What to produce: Only lines holding the word "tunnel" are wanted from the records; copy all of them.

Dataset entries
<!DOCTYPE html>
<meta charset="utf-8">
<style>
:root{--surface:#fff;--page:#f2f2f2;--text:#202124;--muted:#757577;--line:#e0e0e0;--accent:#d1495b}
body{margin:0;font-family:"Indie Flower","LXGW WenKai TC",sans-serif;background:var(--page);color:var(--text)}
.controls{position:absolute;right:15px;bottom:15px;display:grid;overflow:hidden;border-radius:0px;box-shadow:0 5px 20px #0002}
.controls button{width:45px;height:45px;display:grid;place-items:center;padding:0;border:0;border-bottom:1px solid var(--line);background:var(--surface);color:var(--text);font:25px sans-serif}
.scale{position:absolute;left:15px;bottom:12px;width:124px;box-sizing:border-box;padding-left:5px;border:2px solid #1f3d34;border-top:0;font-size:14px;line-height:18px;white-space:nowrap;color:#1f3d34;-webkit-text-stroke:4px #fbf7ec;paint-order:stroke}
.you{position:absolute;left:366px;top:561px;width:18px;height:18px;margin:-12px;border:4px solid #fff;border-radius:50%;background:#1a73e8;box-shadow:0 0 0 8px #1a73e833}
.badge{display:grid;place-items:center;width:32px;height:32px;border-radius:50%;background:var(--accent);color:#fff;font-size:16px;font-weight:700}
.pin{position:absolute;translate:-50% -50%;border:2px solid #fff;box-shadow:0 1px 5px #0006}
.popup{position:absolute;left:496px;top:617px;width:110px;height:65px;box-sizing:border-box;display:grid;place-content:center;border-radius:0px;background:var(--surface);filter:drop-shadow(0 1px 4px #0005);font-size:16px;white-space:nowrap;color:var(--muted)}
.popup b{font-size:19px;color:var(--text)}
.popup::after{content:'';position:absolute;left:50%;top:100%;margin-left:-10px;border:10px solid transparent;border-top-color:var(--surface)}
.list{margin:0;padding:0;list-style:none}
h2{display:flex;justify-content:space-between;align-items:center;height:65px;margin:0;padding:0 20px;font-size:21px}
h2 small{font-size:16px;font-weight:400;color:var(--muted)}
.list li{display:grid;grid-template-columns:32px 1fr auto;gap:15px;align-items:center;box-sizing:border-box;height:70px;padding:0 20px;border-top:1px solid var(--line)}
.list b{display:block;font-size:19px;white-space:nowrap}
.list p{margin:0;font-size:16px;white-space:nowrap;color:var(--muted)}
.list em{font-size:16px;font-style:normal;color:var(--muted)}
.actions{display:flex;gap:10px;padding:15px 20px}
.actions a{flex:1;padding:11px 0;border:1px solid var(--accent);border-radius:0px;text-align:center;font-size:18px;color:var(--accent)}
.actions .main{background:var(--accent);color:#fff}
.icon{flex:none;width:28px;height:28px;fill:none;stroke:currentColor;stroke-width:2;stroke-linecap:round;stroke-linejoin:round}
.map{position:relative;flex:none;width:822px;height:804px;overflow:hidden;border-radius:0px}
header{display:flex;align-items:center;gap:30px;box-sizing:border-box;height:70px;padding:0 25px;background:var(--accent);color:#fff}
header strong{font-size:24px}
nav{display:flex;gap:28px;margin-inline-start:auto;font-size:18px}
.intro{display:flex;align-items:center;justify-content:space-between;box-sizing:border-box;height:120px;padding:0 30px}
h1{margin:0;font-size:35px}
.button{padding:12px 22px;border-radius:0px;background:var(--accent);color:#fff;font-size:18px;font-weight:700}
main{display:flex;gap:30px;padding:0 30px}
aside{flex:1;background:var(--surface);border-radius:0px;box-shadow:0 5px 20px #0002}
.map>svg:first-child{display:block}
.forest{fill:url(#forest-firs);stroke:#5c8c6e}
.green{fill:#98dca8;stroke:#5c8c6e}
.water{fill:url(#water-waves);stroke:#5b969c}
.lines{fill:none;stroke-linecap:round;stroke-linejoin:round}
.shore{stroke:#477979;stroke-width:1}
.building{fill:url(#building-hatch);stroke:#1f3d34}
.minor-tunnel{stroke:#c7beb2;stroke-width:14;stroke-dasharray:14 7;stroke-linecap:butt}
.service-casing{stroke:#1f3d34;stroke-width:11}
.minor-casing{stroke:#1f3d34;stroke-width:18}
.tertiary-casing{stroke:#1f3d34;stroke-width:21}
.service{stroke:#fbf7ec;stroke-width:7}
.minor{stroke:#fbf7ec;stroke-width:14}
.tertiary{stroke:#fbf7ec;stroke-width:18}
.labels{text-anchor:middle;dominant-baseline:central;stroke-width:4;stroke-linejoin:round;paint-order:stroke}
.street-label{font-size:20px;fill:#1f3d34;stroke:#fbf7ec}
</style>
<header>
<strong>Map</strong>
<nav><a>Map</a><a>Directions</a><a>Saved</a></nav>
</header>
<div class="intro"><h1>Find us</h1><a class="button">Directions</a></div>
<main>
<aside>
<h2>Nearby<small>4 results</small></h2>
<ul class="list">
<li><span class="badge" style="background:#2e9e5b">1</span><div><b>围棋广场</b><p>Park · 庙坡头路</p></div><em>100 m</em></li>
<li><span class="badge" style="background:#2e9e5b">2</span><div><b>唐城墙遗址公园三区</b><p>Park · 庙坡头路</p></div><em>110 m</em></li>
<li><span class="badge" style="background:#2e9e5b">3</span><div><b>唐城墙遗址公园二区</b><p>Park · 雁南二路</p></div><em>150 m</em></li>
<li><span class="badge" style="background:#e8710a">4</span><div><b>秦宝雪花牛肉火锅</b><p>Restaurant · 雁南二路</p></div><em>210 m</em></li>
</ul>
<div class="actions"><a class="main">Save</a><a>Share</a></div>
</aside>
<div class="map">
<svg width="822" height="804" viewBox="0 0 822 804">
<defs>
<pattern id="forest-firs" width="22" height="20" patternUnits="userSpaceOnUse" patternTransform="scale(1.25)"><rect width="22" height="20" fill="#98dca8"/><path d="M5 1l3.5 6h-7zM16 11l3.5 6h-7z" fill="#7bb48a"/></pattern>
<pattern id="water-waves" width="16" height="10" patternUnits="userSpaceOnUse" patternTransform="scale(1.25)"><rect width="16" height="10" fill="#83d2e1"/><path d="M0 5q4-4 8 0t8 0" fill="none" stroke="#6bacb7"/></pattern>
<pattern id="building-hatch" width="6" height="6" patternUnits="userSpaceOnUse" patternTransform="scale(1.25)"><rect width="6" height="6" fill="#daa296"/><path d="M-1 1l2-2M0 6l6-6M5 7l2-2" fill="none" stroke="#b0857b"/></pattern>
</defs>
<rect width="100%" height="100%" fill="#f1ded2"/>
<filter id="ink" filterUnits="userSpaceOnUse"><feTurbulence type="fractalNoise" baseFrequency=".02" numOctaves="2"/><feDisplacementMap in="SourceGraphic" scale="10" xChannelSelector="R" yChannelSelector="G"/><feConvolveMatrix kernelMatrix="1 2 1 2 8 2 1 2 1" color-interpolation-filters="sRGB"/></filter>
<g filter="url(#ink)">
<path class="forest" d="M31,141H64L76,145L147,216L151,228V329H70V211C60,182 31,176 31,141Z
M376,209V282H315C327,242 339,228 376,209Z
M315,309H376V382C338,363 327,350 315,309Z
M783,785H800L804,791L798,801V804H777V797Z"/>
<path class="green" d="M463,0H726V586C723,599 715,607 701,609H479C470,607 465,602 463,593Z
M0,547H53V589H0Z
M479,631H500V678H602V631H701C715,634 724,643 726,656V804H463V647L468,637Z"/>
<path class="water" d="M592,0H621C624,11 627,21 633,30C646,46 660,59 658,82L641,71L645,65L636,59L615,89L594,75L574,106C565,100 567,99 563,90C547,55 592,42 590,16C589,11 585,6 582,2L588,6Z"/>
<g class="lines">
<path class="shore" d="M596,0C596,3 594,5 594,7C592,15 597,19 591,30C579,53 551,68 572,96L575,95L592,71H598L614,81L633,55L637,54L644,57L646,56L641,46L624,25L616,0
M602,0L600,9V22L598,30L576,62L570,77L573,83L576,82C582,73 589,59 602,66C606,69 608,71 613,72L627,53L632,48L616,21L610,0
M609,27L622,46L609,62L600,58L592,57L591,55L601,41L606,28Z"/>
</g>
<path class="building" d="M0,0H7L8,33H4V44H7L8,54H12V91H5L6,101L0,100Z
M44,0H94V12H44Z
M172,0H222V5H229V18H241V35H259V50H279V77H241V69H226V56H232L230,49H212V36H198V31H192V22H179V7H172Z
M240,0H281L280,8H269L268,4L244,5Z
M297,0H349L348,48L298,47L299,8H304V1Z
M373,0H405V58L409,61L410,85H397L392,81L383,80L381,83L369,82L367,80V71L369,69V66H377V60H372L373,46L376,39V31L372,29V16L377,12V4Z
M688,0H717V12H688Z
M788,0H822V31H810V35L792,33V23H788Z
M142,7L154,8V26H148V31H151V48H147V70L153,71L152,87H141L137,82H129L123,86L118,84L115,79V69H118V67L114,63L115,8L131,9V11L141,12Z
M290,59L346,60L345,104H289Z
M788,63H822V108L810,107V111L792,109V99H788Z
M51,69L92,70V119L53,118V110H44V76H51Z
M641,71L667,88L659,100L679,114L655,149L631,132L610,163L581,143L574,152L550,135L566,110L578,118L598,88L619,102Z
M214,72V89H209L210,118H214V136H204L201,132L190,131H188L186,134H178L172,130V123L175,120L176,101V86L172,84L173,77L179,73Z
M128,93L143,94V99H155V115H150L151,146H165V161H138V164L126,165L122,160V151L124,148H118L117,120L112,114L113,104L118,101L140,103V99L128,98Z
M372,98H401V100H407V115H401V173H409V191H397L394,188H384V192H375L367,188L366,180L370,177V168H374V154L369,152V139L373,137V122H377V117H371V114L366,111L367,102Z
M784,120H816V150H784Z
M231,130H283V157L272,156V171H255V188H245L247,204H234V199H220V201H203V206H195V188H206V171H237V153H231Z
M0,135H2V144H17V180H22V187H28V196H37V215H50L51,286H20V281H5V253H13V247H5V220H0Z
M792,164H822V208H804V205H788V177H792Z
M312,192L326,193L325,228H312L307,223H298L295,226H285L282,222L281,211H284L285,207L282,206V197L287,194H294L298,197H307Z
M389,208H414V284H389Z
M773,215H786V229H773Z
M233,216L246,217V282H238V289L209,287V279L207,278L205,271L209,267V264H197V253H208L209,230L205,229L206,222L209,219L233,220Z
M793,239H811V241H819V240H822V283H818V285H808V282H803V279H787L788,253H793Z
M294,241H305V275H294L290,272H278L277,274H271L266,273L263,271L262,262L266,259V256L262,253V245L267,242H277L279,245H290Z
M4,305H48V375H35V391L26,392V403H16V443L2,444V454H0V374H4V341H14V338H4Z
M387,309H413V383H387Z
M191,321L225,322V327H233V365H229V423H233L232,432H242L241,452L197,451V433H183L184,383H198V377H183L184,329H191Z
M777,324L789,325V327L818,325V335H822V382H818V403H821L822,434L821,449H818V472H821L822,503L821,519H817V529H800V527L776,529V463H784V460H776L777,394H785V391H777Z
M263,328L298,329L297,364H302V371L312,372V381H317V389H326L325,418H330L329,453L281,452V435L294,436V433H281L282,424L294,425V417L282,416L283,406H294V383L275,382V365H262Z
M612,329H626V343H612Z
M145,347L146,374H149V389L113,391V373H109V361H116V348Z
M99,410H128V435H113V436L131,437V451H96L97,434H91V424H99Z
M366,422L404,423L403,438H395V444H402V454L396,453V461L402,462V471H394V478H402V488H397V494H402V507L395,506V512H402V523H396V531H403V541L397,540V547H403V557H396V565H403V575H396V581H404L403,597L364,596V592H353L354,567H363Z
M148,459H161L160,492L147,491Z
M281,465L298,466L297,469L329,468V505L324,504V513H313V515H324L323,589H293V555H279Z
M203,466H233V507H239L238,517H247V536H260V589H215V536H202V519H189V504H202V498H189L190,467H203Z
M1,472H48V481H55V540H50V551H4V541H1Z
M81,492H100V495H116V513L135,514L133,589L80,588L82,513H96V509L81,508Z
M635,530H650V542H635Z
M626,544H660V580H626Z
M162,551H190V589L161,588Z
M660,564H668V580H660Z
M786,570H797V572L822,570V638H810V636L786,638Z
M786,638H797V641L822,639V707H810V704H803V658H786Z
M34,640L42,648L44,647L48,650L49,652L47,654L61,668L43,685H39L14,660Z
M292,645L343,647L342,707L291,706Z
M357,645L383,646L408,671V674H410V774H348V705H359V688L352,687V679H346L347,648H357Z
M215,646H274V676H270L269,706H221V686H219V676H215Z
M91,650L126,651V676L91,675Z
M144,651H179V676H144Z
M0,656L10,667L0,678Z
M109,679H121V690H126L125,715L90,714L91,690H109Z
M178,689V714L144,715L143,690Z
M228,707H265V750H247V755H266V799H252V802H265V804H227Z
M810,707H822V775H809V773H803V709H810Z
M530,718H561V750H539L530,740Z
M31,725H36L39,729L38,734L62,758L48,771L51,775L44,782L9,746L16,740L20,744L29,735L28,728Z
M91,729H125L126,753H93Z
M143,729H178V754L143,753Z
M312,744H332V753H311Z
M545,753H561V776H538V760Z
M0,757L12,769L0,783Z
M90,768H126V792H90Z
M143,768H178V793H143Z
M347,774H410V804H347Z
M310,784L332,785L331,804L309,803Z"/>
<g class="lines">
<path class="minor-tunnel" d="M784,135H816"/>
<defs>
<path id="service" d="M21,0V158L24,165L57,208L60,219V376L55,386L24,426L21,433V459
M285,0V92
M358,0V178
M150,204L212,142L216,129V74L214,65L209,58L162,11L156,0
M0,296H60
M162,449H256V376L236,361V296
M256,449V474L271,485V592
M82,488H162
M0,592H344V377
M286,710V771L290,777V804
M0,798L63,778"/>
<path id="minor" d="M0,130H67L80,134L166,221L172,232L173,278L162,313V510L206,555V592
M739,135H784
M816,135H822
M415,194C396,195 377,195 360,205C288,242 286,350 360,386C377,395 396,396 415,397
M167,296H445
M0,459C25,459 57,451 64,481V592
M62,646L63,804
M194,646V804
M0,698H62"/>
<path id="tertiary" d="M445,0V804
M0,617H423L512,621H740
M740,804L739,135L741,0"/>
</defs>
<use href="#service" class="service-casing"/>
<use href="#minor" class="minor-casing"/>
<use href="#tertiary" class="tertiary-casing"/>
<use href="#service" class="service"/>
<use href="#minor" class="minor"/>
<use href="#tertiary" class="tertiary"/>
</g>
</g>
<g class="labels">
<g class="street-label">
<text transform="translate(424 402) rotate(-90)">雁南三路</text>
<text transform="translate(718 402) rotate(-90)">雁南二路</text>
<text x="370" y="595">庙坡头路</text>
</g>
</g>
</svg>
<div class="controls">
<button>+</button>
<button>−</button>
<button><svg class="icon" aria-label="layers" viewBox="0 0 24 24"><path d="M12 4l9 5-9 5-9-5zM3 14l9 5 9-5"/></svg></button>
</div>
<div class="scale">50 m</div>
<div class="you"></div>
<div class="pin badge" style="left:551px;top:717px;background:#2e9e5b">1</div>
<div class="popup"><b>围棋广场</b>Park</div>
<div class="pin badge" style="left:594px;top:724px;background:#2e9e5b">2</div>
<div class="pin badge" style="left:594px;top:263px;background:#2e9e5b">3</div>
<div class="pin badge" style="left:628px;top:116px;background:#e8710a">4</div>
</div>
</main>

Exercise solution:
.minor-tunnel{stroke:#c7beb2;stroke-width:14;stroke-dasharray:14 7;stroke-linecap:butt}
<path class="minor-tunnel" d="M784,135H816"/>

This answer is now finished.